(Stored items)
○ ○ ○ ○ ○ ○ ○

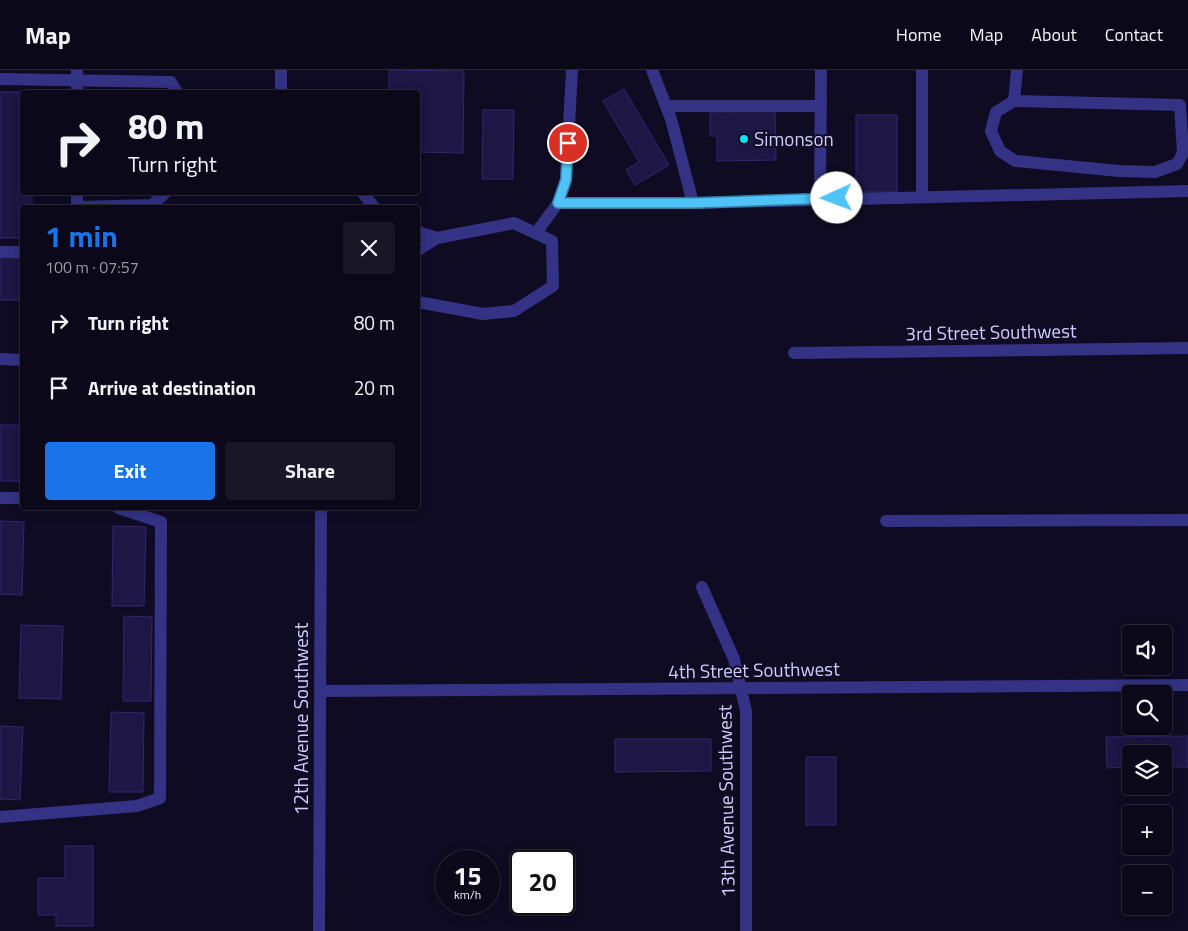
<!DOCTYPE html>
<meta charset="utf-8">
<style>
:root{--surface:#0b081a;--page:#191627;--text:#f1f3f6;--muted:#9a9aa2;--line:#2b2939;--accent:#1a73e8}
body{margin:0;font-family:"Titillium Web",sans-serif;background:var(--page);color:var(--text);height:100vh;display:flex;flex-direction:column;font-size:19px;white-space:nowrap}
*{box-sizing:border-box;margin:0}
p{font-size:16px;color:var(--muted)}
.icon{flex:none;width:28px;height:28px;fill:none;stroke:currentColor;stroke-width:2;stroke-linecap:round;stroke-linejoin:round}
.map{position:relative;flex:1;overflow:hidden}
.sheet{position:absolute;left:20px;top:135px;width:400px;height:305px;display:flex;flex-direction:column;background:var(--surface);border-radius:5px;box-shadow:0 2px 12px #0003,0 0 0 1px var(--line)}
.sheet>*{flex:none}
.hud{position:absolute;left:20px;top:20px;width:400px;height:105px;border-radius:5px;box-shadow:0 2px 12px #0003,0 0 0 1px var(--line);background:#0b081a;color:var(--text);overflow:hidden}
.controls{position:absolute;left:1122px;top:555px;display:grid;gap:10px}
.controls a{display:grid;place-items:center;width:50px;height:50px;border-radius:5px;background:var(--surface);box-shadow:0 2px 12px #0003,0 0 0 1px var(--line);font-size:25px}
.speed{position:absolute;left:435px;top:780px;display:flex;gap:10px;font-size:25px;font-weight:700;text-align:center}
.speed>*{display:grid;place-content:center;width:65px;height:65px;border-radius:50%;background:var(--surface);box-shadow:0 2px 12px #0003,0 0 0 1px var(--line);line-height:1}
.speed small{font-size:12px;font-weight:400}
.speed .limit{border:2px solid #111;border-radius:8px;background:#fff;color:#111}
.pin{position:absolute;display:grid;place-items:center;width:42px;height:42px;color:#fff;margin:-21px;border:2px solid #fff;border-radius:50%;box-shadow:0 1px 5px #0007}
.me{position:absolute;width:55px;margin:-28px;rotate:268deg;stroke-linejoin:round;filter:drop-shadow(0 0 4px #0008)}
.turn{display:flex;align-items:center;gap:18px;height:105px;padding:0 25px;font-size:22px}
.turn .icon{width:65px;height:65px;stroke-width:2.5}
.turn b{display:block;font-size:35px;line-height:42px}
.round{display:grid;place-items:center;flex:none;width:52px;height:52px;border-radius:5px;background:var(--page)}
.overview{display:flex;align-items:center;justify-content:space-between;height:85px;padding:0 25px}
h1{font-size:30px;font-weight:700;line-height:38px;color:var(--accent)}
.cta{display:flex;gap:10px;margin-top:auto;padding:10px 25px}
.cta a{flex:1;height:58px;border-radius:5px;background:var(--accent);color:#fff;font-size:20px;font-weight:700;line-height:58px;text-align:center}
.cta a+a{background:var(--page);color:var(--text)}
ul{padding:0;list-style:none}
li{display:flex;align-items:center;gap:15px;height:65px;padding:0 25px}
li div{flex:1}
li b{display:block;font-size:19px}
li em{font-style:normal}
header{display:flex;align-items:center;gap:30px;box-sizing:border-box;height:70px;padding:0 25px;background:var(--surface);border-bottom:1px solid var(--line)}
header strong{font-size:24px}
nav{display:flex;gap:28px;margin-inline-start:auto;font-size:18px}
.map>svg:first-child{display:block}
.building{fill:#1e1644;stroke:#332672}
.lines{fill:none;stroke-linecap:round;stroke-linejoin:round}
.service{stroke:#333285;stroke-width:12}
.minor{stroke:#333285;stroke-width:12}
.route-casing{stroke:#337fa1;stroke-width:12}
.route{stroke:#4fc3f7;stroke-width:9}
.poi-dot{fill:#00e5f7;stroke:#0f0b22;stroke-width:2}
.labels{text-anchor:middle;stroke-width:4;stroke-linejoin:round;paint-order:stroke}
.poi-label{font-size:19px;fill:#d1ccff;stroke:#0f0b22;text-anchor:start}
.street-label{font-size:19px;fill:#d1ccff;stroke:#0f0b22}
</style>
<header>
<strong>Map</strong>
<nav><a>Home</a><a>Map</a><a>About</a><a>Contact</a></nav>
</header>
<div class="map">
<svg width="1188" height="861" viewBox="0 0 1188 861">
<rect width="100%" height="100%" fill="#0f0b22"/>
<path class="building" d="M389,0L464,1L463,83L418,82V22H389Z
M624,19L669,95L635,115L626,100L639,92L603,31Z
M0,22H32H22V122H32V138H22V168H0Z
M483,40H514L513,109H482Z
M775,41L776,90L717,91V66H710V42Z
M856,45H897V122H856Z
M0,184H22V230H0Z
M0,355H22V411H0Z
M0,451L24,452L22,525L0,524Z
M113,456L146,457L144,536H112Z
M124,546L152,547L151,631H123Z
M21,555L63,556L61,629L19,628Z
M111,642L144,643L143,722H109Z
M0,656L23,657L20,730L0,729Z
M1188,666V697H1164V684H1131V697L1107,698L1106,667Z
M615,669H711V701L615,702Z
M806,687H836V755H806Z
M65,776H93V856H56V845H38V808H65Z"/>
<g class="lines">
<path class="service" d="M77,0V22
M281,0V22
M652,0L671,49L693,133
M0,9L171,12L177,22
M1014,31L1180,35L1183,83L1177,94L1155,102L1119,101L1015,91L1000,81L991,61L996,42Z
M1014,31L1017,0
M666,36H821
M77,122V138
M362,122L375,138
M922,126V0
M820,129L821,0
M558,133H693L1188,121
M77,137L152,135L166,122
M418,162L437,168
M536,163L558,133L566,110L572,0
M418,180L437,168L514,153L552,171L553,216L514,241L483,244L418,232
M0,182H22
M0,289L22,290
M0,428H22
M886,451L1188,450
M0,747L137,736L160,728L161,452L118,438"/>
<path class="minor" d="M794,283L1188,278
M702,517L734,589L746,641V861
M320,621L1188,615
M319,861L321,438"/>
</g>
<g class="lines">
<defs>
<path id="route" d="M568,73L566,110L558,133H693L837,128"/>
</defs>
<use href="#route" class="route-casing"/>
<use href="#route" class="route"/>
</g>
<circle class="poi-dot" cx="744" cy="69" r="5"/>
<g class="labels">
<g class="poi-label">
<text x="754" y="76">Simonson</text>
</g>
<g class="street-label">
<text transform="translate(991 262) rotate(-1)" y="7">3rd Street Southwest</text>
<text transform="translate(754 600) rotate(-1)" y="7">4th Street Southwest</text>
<text transform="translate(301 649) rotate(-90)" y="7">12th Avenue Southwest</text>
<text transform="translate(726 731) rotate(-91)" y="7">13th Avenue Southwest</text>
</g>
</g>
</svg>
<div class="controls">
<a><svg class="icon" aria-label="sound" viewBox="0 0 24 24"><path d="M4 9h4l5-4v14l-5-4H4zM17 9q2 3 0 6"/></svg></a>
<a><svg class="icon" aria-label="search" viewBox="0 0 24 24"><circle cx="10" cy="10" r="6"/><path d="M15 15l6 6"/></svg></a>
<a><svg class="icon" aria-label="layers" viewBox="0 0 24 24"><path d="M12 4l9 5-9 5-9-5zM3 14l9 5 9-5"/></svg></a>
<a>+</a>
<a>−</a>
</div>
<div class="speed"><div>15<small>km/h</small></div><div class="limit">20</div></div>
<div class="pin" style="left:568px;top:73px;background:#d93025"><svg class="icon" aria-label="arrive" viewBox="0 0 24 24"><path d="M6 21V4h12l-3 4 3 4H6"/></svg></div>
<svg class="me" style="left:837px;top:128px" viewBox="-20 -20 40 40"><circle r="19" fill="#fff"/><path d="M0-13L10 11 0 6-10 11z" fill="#4fc3f7"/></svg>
<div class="hud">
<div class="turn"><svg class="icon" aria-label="right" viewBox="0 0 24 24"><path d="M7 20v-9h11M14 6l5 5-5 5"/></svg><div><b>80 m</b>Turn right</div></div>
</div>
<section class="sheet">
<div class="overview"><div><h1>1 min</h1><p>100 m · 07:57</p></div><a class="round"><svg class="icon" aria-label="close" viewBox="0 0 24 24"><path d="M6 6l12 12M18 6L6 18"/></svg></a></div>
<ul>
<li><svg class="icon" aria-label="right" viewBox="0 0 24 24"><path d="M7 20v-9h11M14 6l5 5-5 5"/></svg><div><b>Turn right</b></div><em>80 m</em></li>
<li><svg class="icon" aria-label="arrive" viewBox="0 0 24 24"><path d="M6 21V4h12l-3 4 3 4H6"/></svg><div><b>Arrive at destination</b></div><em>20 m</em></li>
</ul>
<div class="cta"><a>Exit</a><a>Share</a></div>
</section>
</div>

○ ○ ○ ○ ○ ○ ○

- The problem:
Within the records above, the line carrying "min</h1><p>100 m ·" starts the range and the last line ends it. Set down that range exactly.

- Result below:
<div class="overview"><div><h1>1 min</h1><p>100 m · 07:57</p></div><a class="round"><svg class="icon" aria-label="close" viewBox="0 0 24 24"><path d="M6 6l12 12M18 6L6 18"/></svg></a></div>
<ul>
<li><svg class="icon" aria-label="right" viewBox="0 0 24 24"><path d="M7 20v-9h11M14 6l5 5-5 5"/></svg><div><b>Turn right</b></div><em>80 m</em></li>
<li><svg class="icon" aria-label="arrive" viewBox="0 0 24 24"><path d="M6 21V4h12l-3 4 3 4H6"/></svg><div><b>Arrive at destination</b></div><em>20 m</em></li>
</ul>
<div class="cta"><a>Exit</a><a>Share</a></div>
</section>
</div>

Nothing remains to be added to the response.